Second, the BDAP would require “frequent, independent [after-the-fact] reviews of mergers” and require regulators “to take corrective measures if they find abusive monopolistic conditions where previously approved [consent decree] measures fail to make good on their intended outcomes.”

While high profile mergers subject to significant divestiture or other remedial requirements have in appropriate circumstances included monitoring requirements, the tone of this recommendation is to require that far more mergers be subjected to detailed and ongoing post-acquisition reviews.  The cost of such monitoring is substantial, however, and routine reliance on it (backed by the threat of additional enforcement actions based merely on changing economic conditions) could create excessive caution in the post-merger management of newly-consolidated enterprises.  Indeed, potential merged parties might decide in close cases that this sort of oversight is not worth accepting, and therefore call off potentially efficient transactions that would have enhanced economic welfare.  (The reality of enforcement error cost, and the possibility of misdiagnosis of post-merger competitive conditions, is not acknowledged by the BDAP.)

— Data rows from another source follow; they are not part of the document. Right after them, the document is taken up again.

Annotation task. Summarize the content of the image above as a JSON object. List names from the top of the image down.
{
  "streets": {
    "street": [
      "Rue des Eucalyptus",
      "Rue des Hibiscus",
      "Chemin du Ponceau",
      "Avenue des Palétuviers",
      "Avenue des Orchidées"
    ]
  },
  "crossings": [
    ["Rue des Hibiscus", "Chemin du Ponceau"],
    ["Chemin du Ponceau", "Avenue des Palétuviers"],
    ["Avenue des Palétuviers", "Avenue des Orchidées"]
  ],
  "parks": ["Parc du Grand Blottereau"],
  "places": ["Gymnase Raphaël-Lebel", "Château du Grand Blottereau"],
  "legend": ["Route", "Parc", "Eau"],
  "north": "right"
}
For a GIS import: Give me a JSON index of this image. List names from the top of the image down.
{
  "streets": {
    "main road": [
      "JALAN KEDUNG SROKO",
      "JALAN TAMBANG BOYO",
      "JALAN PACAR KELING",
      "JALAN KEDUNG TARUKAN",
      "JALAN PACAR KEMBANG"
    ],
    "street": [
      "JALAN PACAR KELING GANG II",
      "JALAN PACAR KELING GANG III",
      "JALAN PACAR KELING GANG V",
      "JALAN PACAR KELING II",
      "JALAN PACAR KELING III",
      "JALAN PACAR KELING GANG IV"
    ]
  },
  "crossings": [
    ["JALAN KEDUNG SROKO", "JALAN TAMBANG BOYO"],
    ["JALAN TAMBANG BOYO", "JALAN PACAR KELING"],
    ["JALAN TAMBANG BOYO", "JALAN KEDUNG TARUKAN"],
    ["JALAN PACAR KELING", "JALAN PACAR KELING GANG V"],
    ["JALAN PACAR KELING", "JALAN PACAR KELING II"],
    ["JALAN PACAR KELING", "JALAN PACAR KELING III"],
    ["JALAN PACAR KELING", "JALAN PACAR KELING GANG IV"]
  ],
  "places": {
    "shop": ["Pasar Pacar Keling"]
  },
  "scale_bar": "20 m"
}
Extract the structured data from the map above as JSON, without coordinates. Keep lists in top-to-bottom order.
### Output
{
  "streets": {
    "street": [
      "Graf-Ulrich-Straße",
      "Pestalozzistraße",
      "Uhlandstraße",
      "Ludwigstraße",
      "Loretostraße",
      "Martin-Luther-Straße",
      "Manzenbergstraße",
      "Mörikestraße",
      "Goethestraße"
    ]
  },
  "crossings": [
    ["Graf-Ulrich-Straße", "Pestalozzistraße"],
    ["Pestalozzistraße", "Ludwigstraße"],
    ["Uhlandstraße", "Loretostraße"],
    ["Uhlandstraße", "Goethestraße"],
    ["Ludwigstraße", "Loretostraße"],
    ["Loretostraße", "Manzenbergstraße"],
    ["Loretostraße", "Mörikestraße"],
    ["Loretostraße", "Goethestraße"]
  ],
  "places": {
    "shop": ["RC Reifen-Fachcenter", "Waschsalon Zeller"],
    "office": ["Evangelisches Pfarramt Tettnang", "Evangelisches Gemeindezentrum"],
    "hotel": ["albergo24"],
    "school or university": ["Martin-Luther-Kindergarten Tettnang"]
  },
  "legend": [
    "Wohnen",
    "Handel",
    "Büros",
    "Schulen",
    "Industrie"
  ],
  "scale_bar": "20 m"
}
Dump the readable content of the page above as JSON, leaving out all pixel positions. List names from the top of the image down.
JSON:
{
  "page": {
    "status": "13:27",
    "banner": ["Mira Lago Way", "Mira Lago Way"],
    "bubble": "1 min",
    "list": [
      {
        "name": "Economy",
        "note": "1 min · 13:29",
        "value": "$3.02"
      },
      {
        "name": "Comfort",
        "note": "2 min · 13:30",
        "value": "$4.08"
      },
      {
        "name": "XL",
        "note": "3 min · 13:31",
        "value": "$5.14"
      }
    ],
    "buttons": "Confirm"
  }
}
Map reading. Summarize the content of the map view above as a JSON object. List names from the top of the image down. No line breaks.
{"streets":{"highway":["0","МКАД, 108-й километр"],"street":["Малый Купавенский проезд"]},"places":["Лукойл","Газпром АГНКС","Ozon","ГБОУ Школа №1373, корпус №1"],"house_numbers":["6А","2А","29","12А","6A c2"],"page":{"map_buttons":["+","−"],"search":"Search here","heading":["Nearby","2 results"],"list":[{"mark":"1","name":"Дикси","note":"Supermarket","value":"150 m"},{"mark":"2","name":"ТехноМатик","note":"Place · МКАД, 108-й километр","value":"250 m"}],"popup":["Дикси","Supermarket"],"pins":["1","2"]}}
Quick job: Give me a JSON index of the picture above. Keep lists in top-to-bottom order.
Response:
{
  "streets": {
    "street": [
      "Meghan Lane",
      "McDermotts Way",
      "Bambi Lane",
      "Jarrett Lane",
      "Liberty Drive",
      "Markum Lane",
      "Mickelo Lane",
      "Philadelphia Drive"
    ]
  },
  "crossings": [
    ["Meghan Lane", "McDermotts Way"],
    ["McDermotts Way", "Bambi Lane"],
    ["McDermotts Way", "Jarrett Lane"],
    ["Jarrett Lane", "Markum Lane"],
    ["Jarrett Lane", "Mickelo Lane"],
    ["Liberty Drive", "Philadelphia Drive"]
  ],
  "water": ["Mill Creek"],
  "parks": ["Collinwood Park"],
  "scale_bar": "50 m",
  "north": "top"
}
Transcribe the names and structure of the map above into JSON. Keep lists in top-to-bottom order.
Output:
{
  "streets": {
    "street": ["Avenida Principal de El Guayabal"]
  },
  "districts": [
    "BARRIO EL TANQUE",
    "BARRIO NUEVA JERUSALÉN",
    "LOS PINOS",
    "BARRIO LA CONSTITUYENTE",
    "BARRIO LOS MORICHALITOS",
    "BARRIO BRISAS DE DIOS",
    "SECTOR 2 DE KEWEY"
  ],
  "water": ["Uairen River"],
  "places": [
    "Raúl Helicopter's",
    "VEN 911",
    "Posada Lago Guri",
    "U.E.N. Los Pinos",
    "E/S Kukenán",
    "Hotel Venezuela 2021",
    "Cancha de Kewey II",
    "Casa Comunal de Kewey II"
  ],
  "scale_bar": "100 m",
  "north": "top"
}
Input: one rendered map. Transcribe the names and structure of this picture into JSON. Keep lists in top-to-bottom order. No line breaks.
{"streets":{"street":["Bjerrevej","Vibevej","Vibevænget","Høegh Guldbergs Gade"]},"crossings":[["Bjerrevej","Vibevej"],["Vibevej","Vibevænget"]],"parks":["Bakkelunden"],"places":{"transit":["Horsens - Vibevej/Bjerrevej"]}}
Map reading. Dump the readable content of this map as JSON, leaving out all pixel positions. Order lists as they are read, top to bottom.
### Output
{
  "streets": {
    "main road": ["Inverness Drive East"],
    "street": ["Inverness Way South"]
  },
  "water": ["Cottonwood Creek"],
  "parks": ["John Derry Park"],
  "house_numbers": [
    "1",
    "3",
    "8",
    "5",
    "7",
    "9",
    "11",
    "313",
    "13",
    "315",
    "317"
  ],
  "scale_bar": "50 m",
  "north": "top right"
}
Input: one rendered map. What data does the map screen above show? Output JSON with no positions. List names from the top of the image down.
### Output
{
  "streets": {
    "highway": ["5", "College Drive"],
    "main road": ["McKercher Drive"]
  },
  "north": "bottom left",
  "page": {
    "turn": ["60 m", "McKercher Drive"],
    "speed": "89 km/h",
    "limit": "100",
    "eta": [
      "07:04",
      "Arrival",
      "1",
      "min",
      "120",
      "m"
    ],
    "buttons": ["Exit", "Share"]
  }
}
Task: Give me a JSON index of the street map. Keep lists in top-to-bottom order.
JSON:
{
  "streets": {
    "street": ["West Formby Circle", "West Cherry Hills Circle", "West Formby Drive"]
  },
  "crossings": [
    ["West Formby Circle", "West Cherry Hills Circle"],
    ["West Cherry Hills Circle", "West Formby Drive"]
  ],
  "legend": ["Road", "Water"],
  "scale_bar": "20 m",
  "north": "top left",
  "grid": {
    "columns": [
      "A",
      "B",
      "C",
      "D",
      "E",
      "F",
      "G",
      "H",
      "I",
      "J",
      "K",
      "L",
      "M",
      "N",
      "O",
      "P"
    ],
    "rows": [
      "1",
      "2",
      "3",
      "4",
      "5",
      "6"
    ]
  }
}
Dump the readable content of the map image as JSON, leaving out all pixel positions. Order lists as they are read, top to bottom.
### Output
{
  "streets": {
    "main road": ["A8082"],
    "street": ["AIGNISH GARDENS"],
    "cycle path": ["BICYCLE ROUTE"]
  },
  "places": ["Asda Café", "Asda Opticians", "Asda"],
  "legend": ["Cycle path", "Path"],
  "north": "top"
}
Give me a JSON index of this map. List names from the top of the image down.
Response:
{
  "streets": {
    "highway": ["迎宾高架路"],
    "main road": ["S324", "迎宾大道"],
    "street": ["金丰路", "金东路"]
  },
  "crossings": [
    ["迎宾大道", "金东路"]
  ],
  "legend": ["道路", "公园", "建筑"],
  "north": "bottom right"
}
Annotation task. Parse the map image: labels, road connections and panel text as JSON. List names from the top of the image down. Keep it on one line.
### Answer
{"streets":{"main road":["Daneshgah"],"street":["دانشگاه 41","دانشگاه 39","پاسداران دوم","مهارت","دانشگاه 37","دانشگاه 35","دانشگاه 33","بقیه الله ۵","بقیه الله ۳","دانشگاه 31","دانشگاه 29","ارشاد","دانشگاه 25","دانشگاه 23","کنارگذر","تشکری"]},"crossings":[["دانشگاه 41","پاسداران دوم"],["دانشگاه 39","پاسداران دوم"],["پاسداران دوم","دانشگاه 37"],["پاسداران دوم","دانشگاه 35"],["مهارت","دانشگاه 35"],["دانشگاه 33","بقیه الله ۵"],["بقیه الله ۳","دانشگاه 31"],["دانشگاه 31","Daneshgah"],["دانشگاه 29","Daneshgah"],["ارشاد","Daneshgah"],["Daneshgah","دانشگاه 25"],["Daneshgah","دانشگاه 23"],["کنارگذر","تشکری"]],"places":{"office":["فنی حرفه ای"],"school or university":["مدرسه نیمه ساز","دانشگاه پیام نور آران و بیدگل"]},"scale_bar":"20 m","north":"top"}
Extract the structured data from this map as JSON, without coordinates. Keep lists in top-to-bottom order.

Third, a newly created “competition advocate” independent of the existing federal antitrust enforcers would be empowered to publicly recommend investigations, with the enforcers required to justify publicly why they chose not to pursue a particular recommended investigation.  The advocate would ensure that antitrust enforcers are held “accountable,” assure that complaints about “market exploitation and anticompetitive conduct” are heard, and publish data on “concentration and abuses of economic power” with demographic breakdowns.

This third proposal is particularly egregious.  It is at odds with the long tradition of prosecutorial discretion that has been enjoyed by the federal antitrust enforcers (and law enforcers in general).  It would also empower a special interest intervenor to promote the complaints of interest groups that object to efficiency-seeking business conduct, thereby undermining the careful economic and legal analysis that is consistently employed by the expert antitrust agencies.  The references to “concentration” and “economic power” clarify that the “advocate” would have an untrammeled ability to highlight non-economic objections to transactions raised by inefficient competitors, jealous rivals, or self-styled populists who object to excessive “bigness.”  This would strike at the heart of our competitive process, which presumes that private parties will be allowed to fulfill their own goals, free from government micromanagement, absent indications of a clear and well-defined violation of law.  In sum, the “competition advocate” is better viewed as a “special interest” advocate empowered to ignore normal legal constraints and unjustifiably interfere in business transactions.  If empowered to operate freely, such an advocate (better viewed as an albatross) would undoubtedly chill a wide variety of business arrangements, to the detriment of consumers and economic innovation.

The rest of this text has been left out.